In Search of a New Year Resolution for a Perpetually Confused Opposition
The Lagos State Chapter of the All Progressives Congress (APC) notes, with a mix of concern and amusement, that as Nigeria marches confidently into a new year, the opposition remains stuck in a familiar wilderness-wandering aimlessly, clutching excuses, and mistaking noise for relevance. If New Year resolutions were mandatory, Nigeria’s opposition would be the most delinquent defaulter.
Year after year, Nigerians are forced to endure the same tired reruns: exaggerated despair, choreographed outrage, selective memory loss, and an incurable allergy to electoral reality. Rather than introspection or renewal, the opposition has perfected the art of grievance merchandising-crying foul where none exists and seeing persecution where there is only accountability.
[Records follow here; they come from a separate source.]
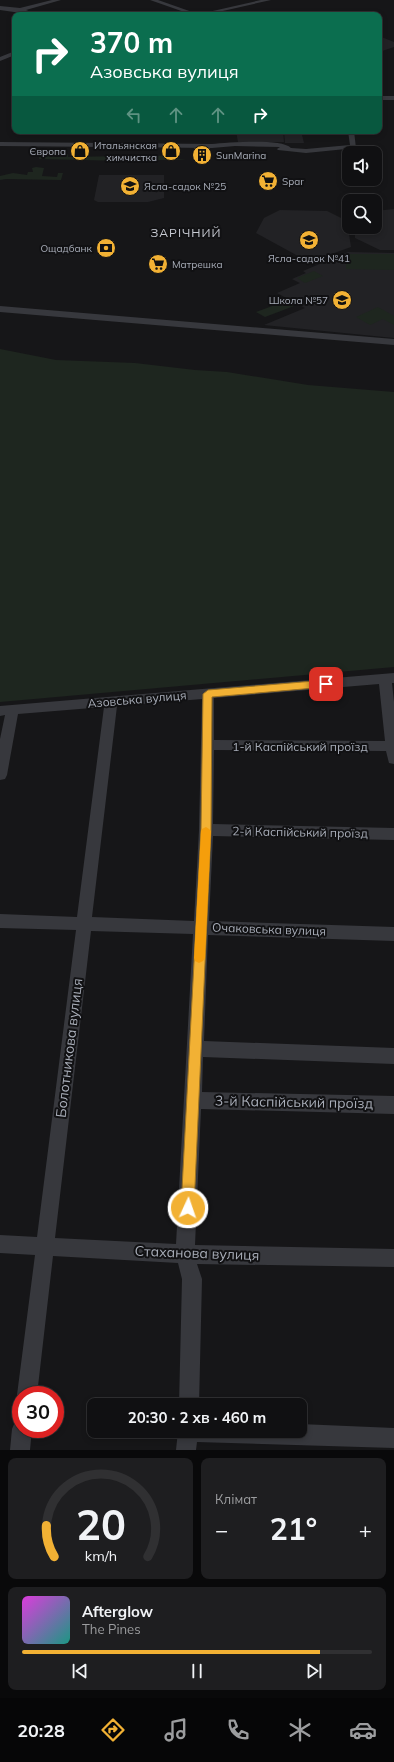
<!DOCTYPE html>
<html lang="uk">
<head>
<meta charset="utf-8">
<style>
  :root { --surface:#101012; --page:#1e1e20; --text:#f1f3f6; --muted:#9c9d9f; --line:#303032; --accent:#f2b134 }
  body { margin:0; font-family:Mulish,sans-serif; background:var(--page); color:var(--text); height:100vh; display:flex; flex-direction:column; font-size:15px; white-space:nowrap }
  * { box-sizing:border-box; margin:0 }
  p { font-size:13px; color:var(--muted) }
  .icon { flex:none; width:22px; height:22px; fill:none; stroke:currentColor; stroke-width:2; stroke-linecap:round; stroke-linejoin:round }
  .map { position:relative; height:1450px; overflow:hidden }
  .sheet { display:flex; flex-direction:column; gap:8px; padding:8px; background:#09090a; flex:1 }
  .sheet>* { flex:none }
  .banner { position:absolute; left:12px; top:12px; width:370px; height:122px; border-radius:8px; box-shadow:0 2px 6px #0003,0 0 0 1px var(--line); background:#0b6e4f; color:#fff; overflow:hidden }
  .fabs { position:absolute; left:342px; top:146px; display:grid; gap:8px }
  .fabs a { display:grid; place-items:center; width:40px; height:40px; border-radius:8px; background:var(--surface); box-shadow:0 2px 6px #0003,0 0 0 1px var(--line); font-size:20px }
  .speed { position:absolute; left:12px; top:1386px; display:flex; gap:8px; font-size:20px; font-weight:700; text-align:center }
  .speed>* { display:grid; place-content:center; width:52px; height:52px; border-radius:50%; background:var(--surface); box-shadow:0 2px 6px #0003,0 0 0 1px var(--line); line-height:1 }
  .speed .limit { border:6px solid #d22; background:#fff; color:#111 }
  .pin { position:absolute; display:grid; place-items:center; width:34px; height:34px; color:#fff; margin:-17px; border-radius:8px; box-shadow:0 2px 6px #0006 }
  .me { position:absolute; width:44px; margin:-22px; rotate:3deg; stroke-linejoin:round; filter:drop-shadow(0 0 3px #0008) }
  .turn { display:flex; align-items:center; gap:14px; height:84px; padding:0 12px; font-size:18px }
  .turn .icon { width:52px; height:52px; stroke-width:2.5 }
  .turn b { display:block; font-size:28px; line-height:34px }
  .lanes { display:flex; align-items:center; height:38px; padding:0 12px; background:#0003; justify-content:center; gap:20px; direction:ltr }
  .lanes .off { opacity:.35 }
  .big { font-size:30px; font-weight:700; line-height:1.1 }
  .sheet .widget { flex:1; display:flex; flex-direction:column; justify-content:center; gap:6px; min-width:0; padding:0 14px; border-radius:8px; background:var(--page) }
  .sheet .dial { align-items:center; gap:0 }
  .dial svg { height:104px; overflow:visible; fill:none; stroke:var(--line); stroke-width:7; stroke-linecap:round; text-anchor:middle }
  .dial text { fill:var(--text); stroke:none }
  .song { display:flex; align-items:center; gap:12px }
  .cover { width:48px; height:48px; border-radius:6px; background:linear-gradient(135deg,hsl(300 70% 55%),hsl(170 70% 35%)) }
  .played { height:4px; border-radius:2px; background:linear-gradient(90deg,var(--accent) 85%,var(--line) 85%) }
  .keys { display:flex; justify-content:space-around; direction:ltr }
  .heat { display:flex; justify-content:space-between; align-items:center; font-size:22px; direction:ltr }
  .sheet .tiles { flex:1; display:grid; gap:8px; grid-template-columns:1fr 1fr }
  .widget:last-child { grid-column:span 2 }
  .trip { position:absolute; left:87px; top:1398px; width:220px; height:40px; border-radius:8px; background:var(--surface); box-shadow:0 2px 6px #0003,0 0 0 1px var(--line); font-weight:700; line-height:40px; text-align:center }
  .dock { display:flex; height:64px; justify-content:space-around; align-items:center; background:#060607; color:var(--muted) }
  .dock .icon { width:28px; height:28px }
  .dock .selected { color:var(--accent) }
  .dock b { font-size:18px; color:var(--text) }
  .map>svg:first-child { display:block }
  .built { fill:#222225 }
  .green { fill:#1e261f }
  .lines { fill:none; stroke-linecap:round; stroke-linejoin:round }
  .minor { fill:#37383d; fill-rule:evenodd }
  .route { fill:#f2b134; stroke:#9d7322 }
  .slow { fill:#f59e0b }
  .labels { text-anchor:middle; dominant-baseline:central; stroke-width:4; stroke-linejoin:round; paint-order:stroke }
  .far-poi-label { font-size:10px; fill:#a8adb8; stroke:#111113; text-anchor:end }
  .far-quarter-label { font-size:12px; letter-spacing:1px; fill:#c9ccd4; stroke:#111113 }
  .street-label { font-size:12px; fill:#a8adb8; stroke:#111113 }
  .near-street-label { font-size:14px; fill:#a8adb8; stroke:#111113 }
</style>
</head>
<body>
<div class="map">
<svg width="394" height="1450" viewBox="0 0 394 1450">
  <rect width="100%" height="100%" fill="#161618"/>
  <!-- built -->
  <g class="built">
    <polygon points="379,36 394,42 394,47 379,52"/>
    <polygon points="236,131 283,131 284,142 238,142"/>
    <polygon points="284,131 301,131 304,143 285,143"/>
    <polygon points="99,175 164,175 164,198 148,202 98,202 94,200"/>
    <polygon points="394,209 394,250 380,250 355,238 355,227 375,227 375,211"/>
    <polygon points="280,210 327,211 347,221 351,247 309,262 256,233 264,218"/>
    <polygon points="348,252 394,253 394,338 264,325 305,308 277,293 300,283 292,279 306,273 303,271"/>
  </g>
  <!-- green -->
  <g class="green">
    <polygon points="61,149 65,149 64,153 68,154 68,157 125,156 124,161 39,159 40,153 56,154 56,150"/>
    <polygon points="131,155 175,156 175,159 186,160 131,160"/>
    <polygon points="36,167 44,168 42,176 57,177 58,173 63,173 61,180 6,179 0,180 0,176 13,173 27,175 28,172 33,172 32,168"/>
    <polygon points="357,254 394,254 394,270 346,269 346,254"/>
    <polygon points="314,271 323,276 305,283 297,278"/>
    <polygon points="286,301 294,306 265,317 256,312"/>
    <polygon points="378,307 394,316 394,325 383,319 370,325 356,317"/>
    <polygon points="0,349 56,360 135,363 195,370 227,372 308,385 394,392 394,667 0,702"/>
  </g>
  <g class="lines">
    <!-- minor -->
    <g class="minor">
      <polygon points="52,0 61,0 26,10 31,12 28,14 0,10 0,6 20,8"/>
      <polygon points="150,0 158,0 195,13 190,14"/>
      <polygon points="261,0 271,0 205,15 195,15"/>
      <polygon points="15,51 15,55 0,61 0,57"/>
      <rect x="379" y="96" width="15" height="4"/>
      <path d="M 348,131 L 354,131 L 356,148 L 306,153 L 278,150 L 277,149 L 280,147 L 235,146 L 212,148 L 0,146 L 0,142 L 212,144 C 227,143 281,138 291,148 L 306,149 L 350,145 Z"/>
      <polygon points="0,306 394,339 394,345 0,312"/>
      <path d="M 394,673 L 394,683 L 392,683 L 394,702 L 394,764 L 389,763 L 386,751 L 214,750 L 213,824 L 394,828 L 394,840 L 213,836 L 209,921 L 394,927 L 394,941 L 208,935 L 204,1041 L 394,1048 L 394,1064 L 203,1057 L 202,1092 L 394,1096 L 394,1114 L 201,1109 L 195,1245 L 394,1249 L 394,1267 L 197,1264 L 202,1279 L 199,1405 L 179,1405 L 182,1279 L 178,1263 L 53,1256 L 37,1395 L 21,1395 L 21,1403 L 20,1402 L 17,1395 L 35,1255 L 0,1253 L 0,1235 L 37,1237 L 76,930 L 0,928 L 0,914 L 77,917 L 104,707 L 18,714 L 7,775 L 5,779 L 0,780 L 0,739 L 5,715 L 0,716 L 0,706 ZM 379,684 L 385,741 L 214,740 L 214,698 ZM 202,699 L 199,830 L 194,921 L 92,917 L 117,706 ZM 91,931 L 193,934 L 176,1244 L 55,1238 Z"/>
      <polygon points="21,1419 21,1429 32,1429 30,1450 10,1450 12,1429 15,1422"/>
      <polygon points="300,1424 394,1428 394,1448 197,1442 196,1450 176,1450 178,1431 300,1431"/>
    </g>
  </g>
  <!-- route -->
  <polygon class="route" points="326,680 330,684 326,687 212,697 211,830 194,1208 192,1212 188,1214 183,1212 181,1208 201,830 203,694 208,690"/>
  <!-- slow -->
  <polygon class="slow" points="206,827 209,829 211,831 205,958 203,961 199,963 195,961 194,958 201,831 202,829"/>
  <!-- icons -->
  <defs>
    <g id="shop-disc" transform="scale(1)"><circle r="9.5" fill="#f2b134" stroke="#111113"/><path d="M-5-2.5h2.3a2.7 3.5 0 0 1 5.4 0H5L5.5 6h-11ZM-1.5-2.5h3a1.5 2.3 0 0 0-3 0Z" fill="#111"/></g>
    <g id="building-disc" transform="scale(1)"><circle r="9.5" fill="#f2b134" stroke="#111113"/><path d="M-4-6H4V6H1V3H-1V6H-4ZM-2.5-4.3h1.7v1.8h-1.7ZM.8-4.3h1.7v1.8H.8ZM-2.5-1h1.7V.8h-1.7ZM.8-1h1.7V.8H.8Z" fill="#111"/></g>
    <g id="supermarket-disc" transform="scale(1)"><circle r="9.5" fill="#f2b134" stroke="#111113"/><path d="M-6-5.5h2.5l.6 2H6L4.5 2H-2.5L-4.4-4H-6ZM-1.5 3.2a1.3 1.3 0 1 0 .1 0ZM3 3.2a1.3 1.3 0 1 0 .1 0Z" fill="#111"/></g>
    <g id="school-disc" transform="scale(1)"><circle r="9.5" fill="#f2b134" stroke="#111113"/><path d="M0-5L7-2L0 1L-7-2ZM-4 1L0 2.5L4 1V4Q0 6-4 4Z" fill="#111"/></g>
    <g id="bank-disc" transform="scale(1)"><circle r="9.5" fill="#f2b134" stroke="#111113"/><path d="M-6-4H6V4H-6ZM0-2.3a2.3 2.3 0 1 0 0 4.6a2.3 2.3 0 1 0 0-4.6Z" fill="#111"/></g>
  </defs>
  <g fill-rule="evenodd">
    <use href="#shop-disc" x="80" y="151"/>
    <use href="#shop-disc" x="171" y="151"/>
    <use href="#building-disc" x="202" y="155"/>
    <use href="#supermarket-disc" x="268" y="181"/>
    <use href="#school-disc" x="130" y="186"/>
    <use href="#school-disc" x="309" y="240"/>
    <use href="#bank-disc" x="106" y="248"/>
    <use href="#supermarket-disc" x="158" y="264"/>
    <use href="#school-disc" x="342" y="300"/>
  </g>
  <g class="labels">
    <!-- far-poi labels -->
    <g class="far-poi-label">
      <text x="157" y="145">Итальянская<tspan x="157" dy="12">химчистка</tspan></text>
      <text x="66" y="151">Європа</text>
      <text x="216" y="155" text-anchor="start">SunMarina</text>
      <text x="282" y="181" text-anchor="start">Spar</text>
      <text x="144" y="186" text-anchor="start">Ясла-садок №25</text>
      <text x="92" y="248">Ощадбанк</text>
      <text x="309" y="258" text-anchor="middle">Ясла-садок №41</text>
      <text x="172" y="264" text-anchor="start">Матрешка</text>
      <text x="328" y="300">Школа №57</text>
    </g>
    <!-- far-quarter labels -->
    <g class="far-quarter-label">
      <text x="186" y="232">ЗАРІЧНИЙ</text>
    </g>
    <!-- street labels -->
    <g class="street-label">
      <text transform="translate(137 699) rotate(-5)">Азовська вулиця</text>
      <text x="300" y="746">1-й Каспійський проїзд</text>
      <text transform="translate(300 832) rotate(1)">2-й Каспійський проїзд</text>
      <text transform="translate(269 929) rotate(2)">Очаковська вулиця</text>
    </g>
    <!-- near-street labels -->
    <g class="near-street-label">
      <text transform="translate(69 1048) rotate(-83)">Болотникова вулиця</text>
      <text transform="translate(294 1102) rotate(1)">3-й Каспійський проїзд</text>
      <text transform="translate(197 1253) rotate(2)">Стаханова вулиця</text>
    </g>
  </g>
</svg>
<div class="fabs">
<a><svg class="icon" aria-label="sound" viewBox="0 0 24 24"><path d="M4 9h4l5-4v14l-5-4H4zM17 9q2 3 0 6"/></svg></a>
<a><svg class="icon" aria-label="search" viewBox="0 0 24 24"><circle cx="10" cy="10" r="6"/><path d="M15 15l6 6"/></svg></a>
</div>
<div class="speed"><div class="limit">30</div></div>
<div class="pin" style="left:326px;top:684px;background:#d93025"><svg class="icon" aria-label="arrive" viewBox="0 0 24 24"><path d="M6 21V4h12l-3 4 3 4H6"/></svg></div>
<svg class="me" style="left:188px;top:1208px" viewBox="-20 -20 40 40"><circle r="17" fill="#f2b134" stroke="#fff" stroke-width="3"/><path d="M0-11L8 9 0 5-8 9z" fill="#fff"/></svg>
<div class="trip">20:30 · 2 хв · 460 m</div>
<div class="banner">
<div class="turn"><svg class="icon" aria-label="right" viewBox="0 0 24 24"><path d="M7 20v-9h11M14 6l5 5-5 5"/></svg><div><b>370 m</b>Азовська вулиця</div></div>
<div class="lanes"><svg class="icon off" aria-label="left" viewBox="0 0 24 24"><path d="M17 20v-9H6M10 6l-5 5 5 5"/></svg><svg class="icon off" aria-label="ahead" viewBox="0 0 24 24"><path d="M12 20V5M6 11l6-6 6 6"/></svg><svg class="icon off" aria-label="ahead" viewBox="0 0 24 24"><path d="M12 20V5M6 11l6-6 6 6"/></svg><svg class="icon" aria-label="right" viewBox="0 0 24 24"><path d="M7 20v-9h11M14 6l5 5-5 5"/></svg></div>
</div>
</div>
<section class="sheet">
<div class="tiles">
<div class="widget dial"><svg viewBox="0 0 100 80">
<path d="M14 69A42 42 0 1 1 86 69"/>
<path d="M14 69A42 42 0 0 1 8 45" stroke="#f2b134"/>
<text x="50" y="56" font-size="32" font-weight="700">20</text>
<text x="50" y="72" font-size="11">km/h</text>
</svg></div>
<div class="widget"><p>Клімат</p>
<div class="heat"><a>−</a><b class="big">21°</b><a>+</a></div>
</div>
<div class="widget">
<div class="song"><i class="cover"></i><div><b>Afterglow</b><p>The Pines</p></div></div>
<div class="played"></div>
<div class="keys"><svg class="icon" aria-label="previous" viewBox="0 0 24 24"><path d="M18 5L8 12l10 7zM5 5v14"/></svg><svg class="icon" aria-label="pause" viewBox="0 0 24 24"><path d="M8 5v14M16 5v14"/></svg><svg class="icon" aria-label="next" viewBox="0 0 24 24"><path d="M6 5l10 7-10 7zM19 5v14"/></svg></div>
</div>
</div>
</section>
<nav class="dock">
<b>20:28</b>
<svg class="icon selected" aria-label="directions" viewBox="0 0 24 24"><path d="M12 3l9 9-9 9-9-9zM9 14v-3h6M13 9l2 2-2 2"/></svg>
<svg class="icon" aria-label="music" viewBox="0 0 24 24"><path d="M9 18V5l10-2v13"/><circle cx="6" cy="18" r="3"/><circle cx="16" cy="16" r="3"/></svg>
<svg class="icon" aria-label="phone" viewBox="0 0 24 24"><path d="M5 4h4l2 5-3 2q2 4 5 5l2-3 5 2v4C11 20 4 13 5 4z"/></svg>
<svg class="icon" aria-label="climate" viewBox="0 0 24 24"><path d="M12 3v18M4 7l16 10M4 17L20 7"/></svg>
<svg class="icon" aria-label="car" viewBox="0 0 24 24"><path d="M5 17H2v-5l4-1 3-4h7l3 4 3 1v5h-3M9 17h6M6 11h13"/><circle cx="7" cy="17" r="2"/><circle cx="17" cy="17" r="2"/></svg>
</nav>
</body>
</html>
It is now obvious to all discerning Nigerians that a hollow opposition-devoid of ideas, unity, or credible policy alternatives-is not merely embarrassing; it is dangerous. Democracy flourishes on the contest of ideas, not on the circus of bitterness. An opposition that survives solely on obstruction, incitement, and institutional sabotage does not strengthen democracy; it pollutes it.
A meaningful New Year resolution for the opposition should therefore start with honesty-telling Nigerians what they intend to do, not what they imagine others are doing wrong. It should include acceptance of democratic outcomes, an end to the undignified habit of international pity-shopping, and a firm decision to stop praying for Nigeria’s collapse just to soothe wounded egos and expired ambitions.
More urgently, the opposition must resolve-perhaps for the first time-to be accountable. In any serious democracy, the rule of law is not suspended because a politician feels offended. Criminal allegations are not acts of persecution, and courtrooms are not theatres for political melodrama. Only in the imagination of a desperate opposition does accountability automatically translate to witch-hunt. Those who cannot answer questions about their own conduct should spare Nigerians the charade of moral outrage.
It would also help if the opposition finally learned to take the driving seat in its own affairs instead of blaming neighbours, institutions, and imaginary enemies for every self-inflicted failure. When a household is perpetually on fire, it is dishonest to keep accusing the neighbours of arson. Political incompetence is not cured by outsourcing blame.
The opposition must also resolve to grow a spine-especially the moral spine required to condemn terrorism, criminality, and violence without footnotes, caveats, or ethnic calculations. A political tendency that condemns terror in one breath and rationalizes it in another has forfeited any moral authority to lecture a nation bruised by bloodshed.
Furthermore, the opposition should desist from its strange obsession with cursing Nigeria through reckless rhetoric, exaggerated despair, and daily prophecies of doom. Nigeria is not a failed state in waiting, no matter how fervently some wish it so. Those who seek leadership should be reminded of the timeless wisdom that nations are not built by professional mourners or sustained by merchants of despair.
While the opposition perfects complaint-writing and grievance-tweeting, the APC-led Federal Government under President Bola Ahmed Tinubu is doing the unglamorous work of governance-fixing a distorted economy, taking tough but necessary decisions, strengthening the security architecture, and laying the groundwork for sustainable growth. Governance is hard work; the opposition prefers hard talk without hard thinking.
The Lagos APC therefore advises the opposition to adopt a New Year resolution rooted in ideas over insults, policy over propaganda, and patriotism over personal vendetta. Nigeria needs critics, yes-but not critics who mistake volume for value or bitterness for vision.
Nigerians are no longer impressed by political tantrums. They know that nations are built by builders, not by bystanders who shout instructions from the sidelines. If the opposition must reinvent itself this year, it must first abandon the politics of desperation and embrace the discipline of credible alternatives.
Until then, Nigerians will continue to entrust their future to leadership that builds rather than whines; that governs rather than grandstands; and that delivers results instead of rehearsing excuses.